> _Supplied material_:

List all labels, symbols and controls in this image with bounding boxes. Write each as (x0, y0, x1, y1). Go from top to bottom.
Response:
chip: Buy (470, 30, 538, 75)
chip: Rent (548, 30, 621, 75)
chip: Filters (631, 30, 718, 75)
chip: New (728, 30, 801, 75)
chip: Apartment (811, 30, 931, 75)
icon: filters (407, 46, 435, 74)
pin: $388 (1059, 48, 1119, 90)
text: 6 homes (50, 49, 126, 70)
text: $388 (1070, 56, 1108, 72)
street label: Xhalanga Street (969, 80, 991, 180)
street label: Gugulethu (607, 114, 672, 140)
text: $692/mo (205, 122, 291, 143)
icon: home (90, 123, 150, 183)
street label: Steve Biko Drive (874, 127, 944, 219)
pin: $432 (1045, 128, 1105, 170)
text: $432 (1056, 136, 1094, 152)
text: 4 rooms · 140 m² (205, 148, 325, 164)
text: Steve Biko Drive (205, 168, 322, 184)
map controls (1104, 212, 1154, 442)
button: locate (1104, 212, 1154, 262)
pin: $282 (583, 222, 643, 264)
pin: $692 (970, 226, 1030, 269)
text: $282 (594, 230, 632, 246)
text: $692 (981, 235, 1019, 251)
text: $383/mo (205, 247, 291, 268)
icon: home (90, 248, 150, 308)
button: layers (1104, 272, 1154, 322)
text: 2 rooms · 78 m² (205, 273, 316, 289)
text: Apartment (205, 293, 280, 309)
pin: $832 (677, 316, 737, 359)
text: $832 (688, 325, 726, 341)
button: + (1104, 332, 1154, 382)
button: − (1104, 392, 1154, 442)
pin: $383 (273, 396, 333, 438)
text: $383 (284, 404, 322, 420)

> _Work instructions_:
Check each line above for the word "Drive" and copy every line that has it.

> _Task solution_:
street label: Steve Biko Drive (874, 127, 944, 219)
text: Steve Biko Drive (205, 168, 322, 184)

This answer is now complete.